「和菓子が家族の真ん中に」

「和菓子が家族の真ん中に」

イラストレーター / 河井いづみさん

雲仙岳の裾野に広がる長崎県の島原市。昭和の風景の中に溶け込んでいる小さなお店、
街のお菓子屋さんの娘として生まれました。
学校から帰るとランドセルを置いてすぐ、どれを食べていいか母に聞いて、ショーケースのお菓子を出して食べる。まわりの子どもたちに憧れられるほど、菓子に囲まれて育ちました。

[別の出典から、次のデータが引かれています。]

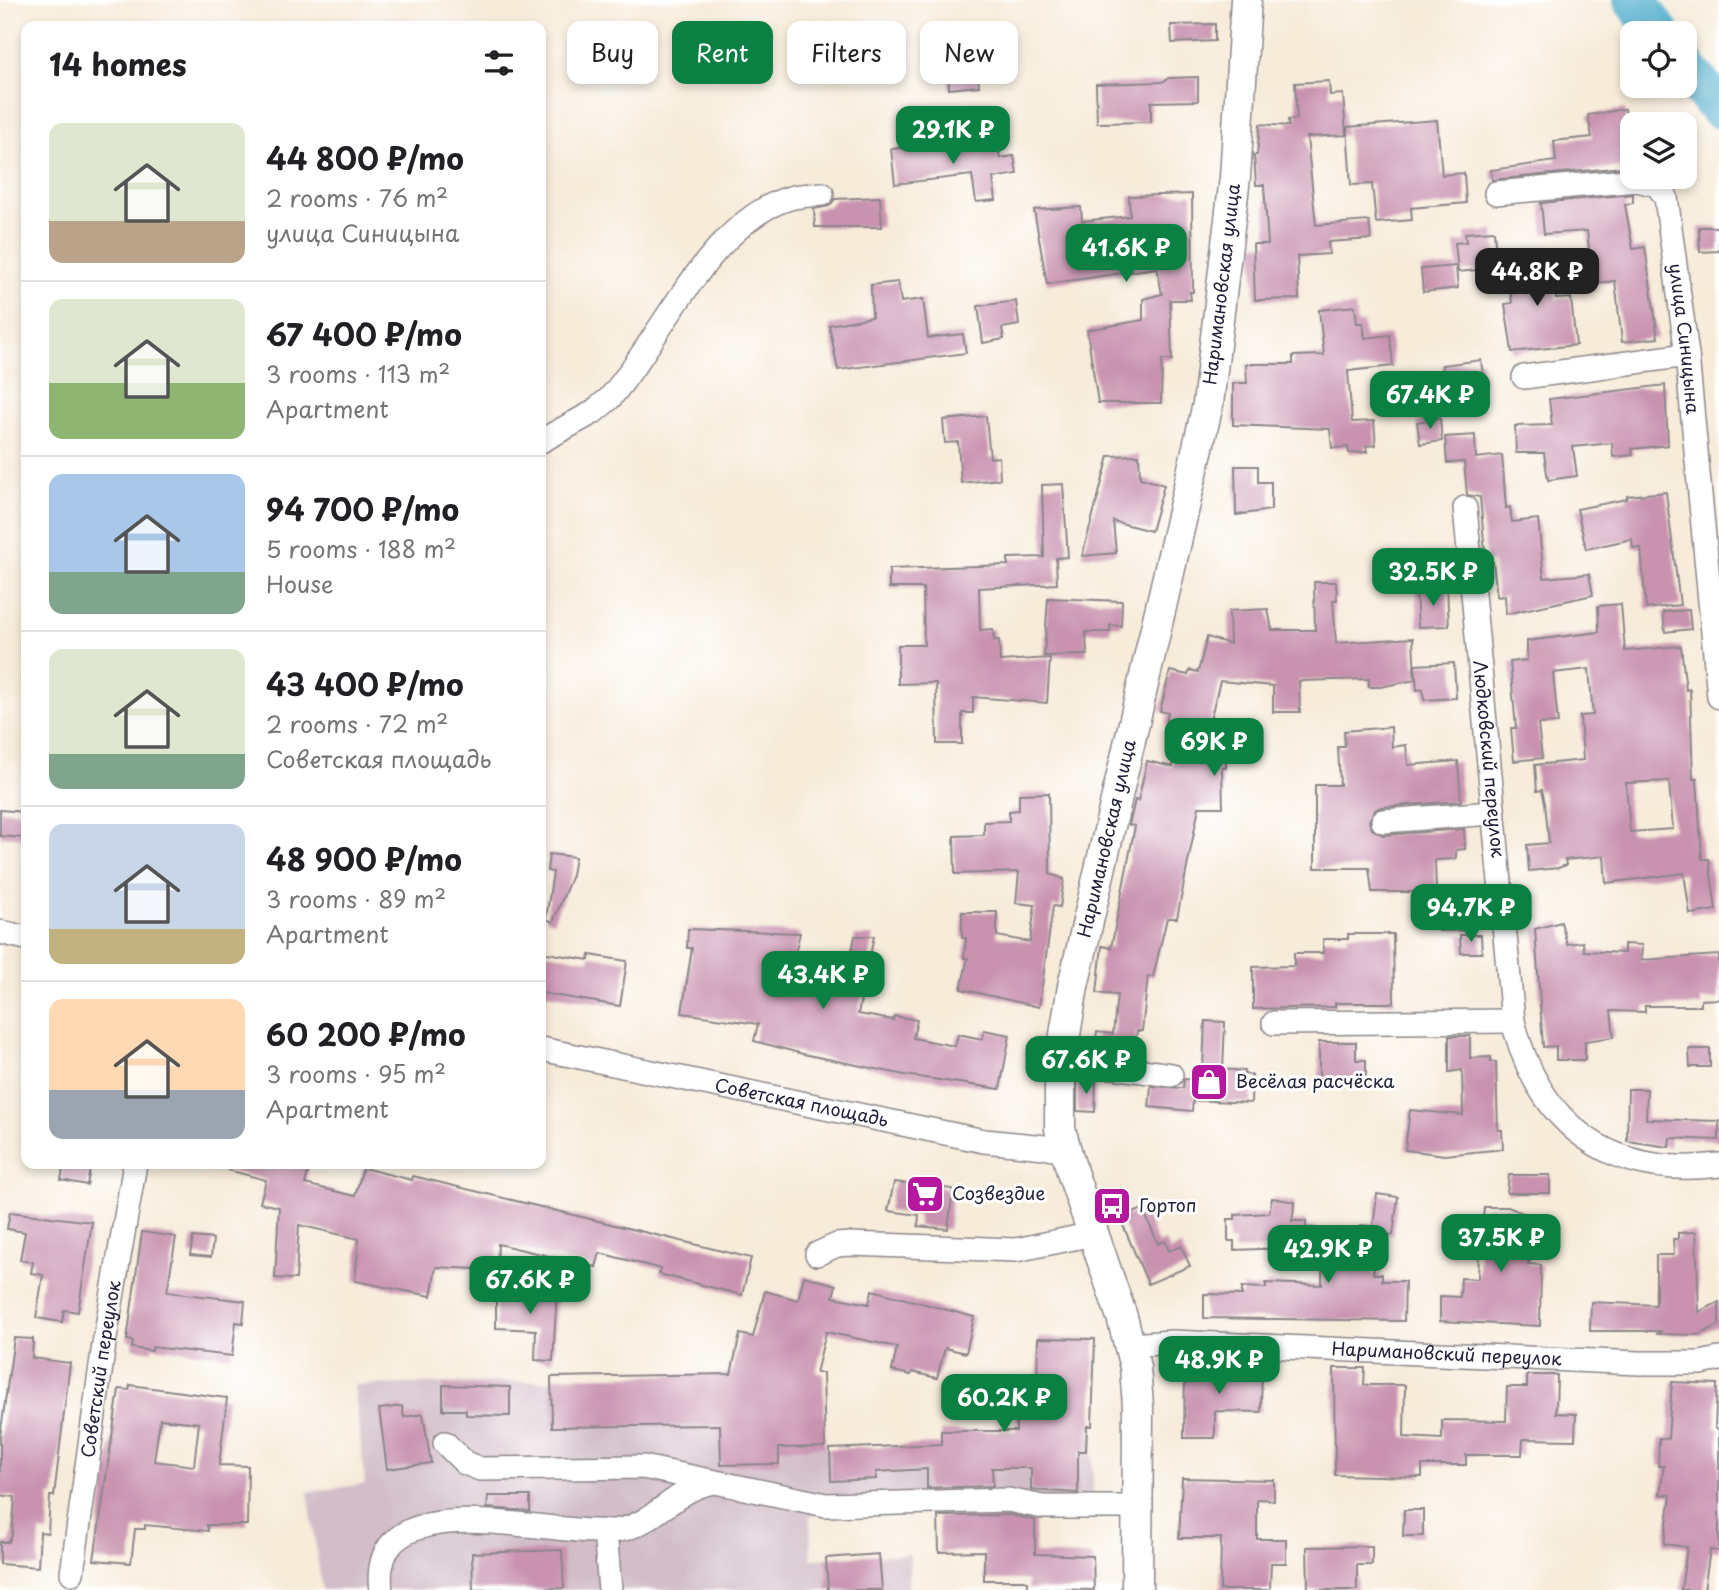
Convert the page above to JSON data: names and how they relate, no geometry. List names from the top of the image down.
{
  "streets": {
    "main road": ["Наримановская улица"],
    "street": [
      "улица Синицына",
      "Людковский переулок",
      "Советская площадь",
      "Наримановский переулок",
      "Советский переулок"
    ]
  },
  "crossings": [
    ["Наримановская улица", "Советская площадь"],
    ["Наримановская улица", "Наримановский переулок"]
  ],
  "places": {
    "shop": ["Весёлая расчёска"],
    "supermarket": ["Созвездие"],
    "bus stop": ["Гортоп"]
  },
  "page": {
    "chip": [
      "Buy",
      "Rent",
      "Filters",
      "New"
    ],
    "heading": "14 homes",
    "list": [
      {
        "name": "44 800 ₽/mo",
        "note": "2 rooms · 76 m² · улица Синицына"
      },
      {
        "name": "67 400 ₽/mo",
        "note": "3 rooms · 113 m² · Apartment"
      },
      {
        "name": "94 700 ₽/mo",
        "note": "5 rooms · 188 m² · House"
      },
      {
        "name": "43 400 ₽/mo",
        "note": "2 rooms · 72 m² · Советская площадь"
      },
      {
        "name": "48 900 ₽/mo",
        "note": "3 rooms · 89 m² · Apartment"
      },
      {
        "name": "60 200 ₽/mo",
        "note": "3 rooms · 95 m² · Apartment"
      }
    ],
    "price": [
      "29.1K ₽",
      "41.6K ₽",
      "44.8K ₽",
      "67.4K ₽",
      "32.5K ₽",
      "69K ₽",
      "94.7K ₽",
      "43.4K ₽",
      "67.6K ₽",
      "37.5K ₽",
      "42.9K ₽",
      "67.6K ₽",
      "48.9K ₽",
      "60.2K ₽"
    ]
  }
}
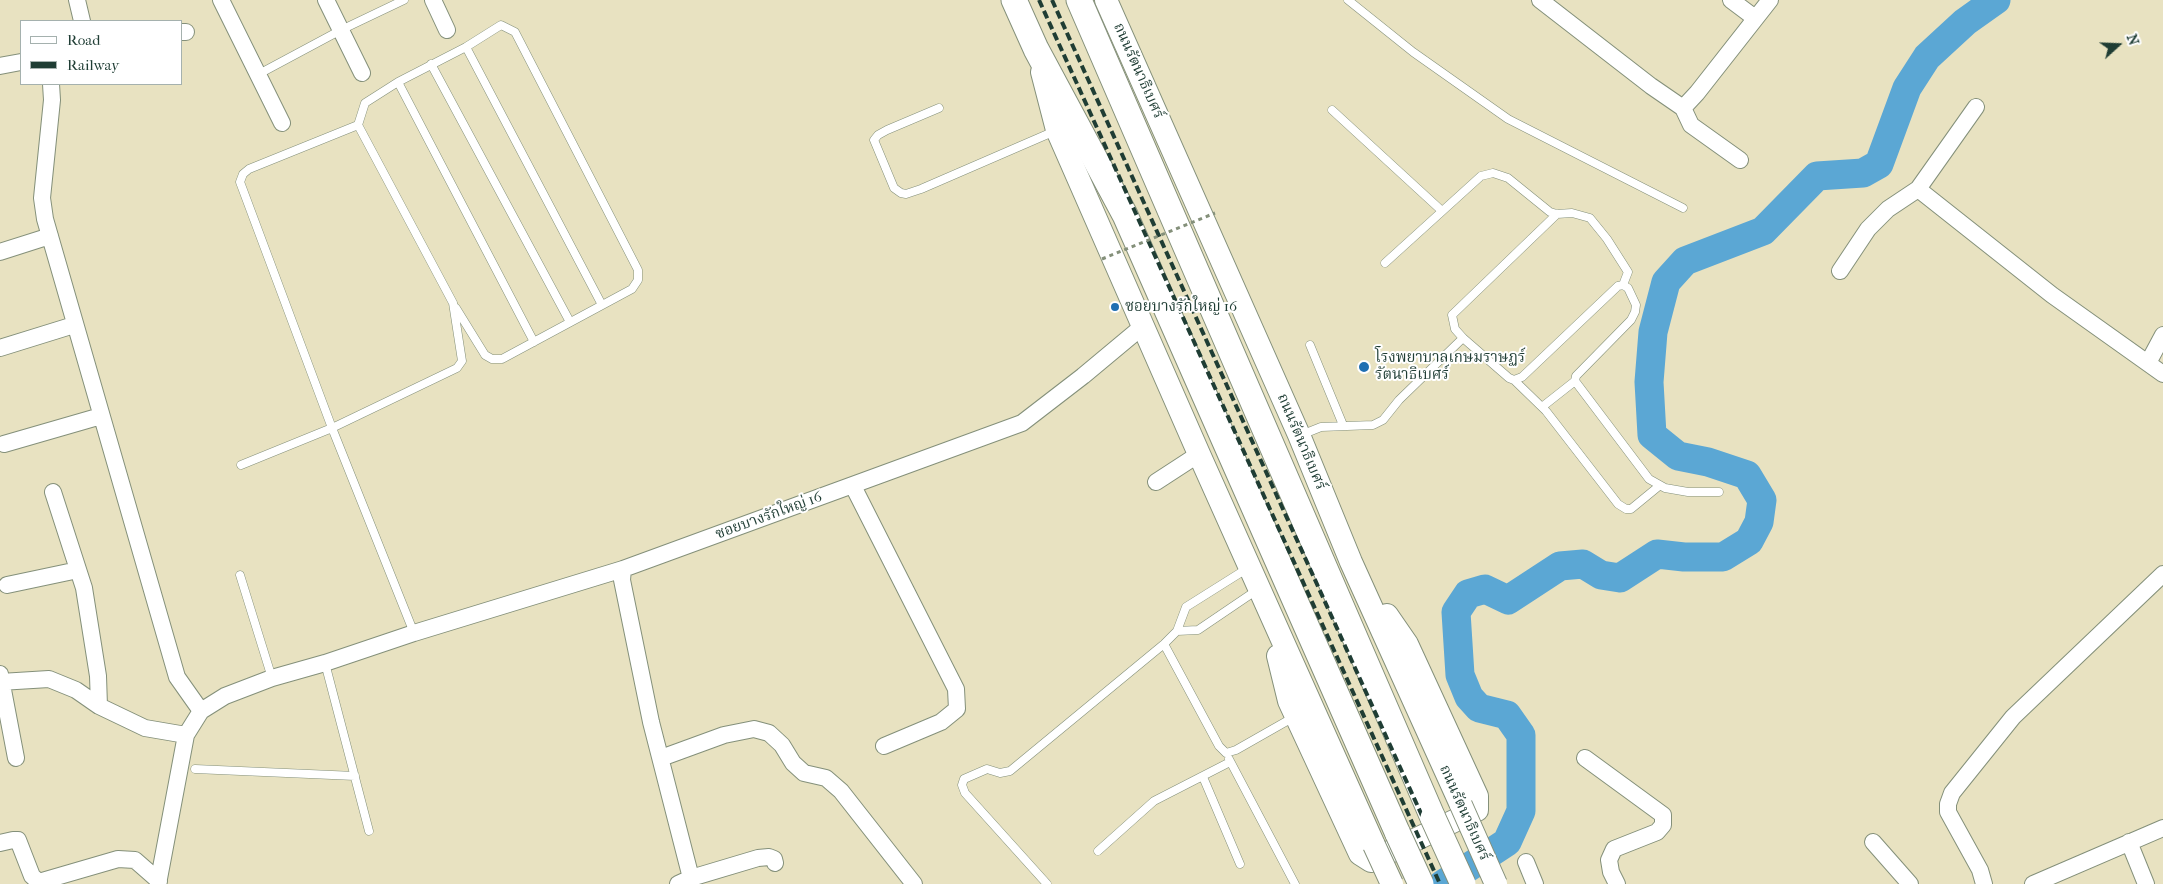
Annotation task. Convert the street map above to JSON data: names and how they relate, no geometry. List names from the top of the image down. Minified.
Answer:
{"streets":{"main road":["ถนนรัตนาธิเบศร์"],"street":["ซอยบางรักใหญ่ 16"]},"places":["ซอยบางรักใหญ่ 16","โรงพยาบาลเกษมราษฏร์ รัตนาธิเบศร์"],"legend":["Road","Railway"],"north":"right"}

街の菓子屋といっても、外国と縁が深い長崎県、ポピュラーな商品は「長崎かすていら」や、カステラ生地でつぶあんを巻いた「とらまき」。
まだオーブンなどなかった時代、初代だったひいおじいちゃんは、レンガで手づくりした釜で、上下から直火と炭でカステラを焼いていたそうです。
記憶の中の父も、朝から晩までいつもオーブンの火の前にいました。

子どもの頃から絵を描くのが大好きだったわたしを、デザイン美術科の高校へ進ませてくれ、九州からフランス留学までさせてくれた。
カステラを焼く父の背中が、いつもわたしに「頑張れ」とエールを送ってくれました。

「和菓子が家族の真ん中に」イラストレーター / 河井いづみさん 01

やがて、プロのアーティストになったわたしの元に、ある日母からの電話が入りました。
「店を閉じるかもしれない」、電話の向うで母の声が震えていました。
カステラは焼けないけど、私が勉強して来たもので恩返ししたい。
父と母、兄と私、閉店でバラバラになりそうな家族をわたしの力でひとつに結びたい。

働き続けた父がいつまでも元気でいられること。それは、健康に働き続けられることに違いない。
色々な雑事に邪魔されず、ただ正直にお菓子づくりに専念できる環境を作ろう。
わたしはまず、昔ながらのパッケージを一新することから、実家「西善製菓舗」のブランディングを始めました。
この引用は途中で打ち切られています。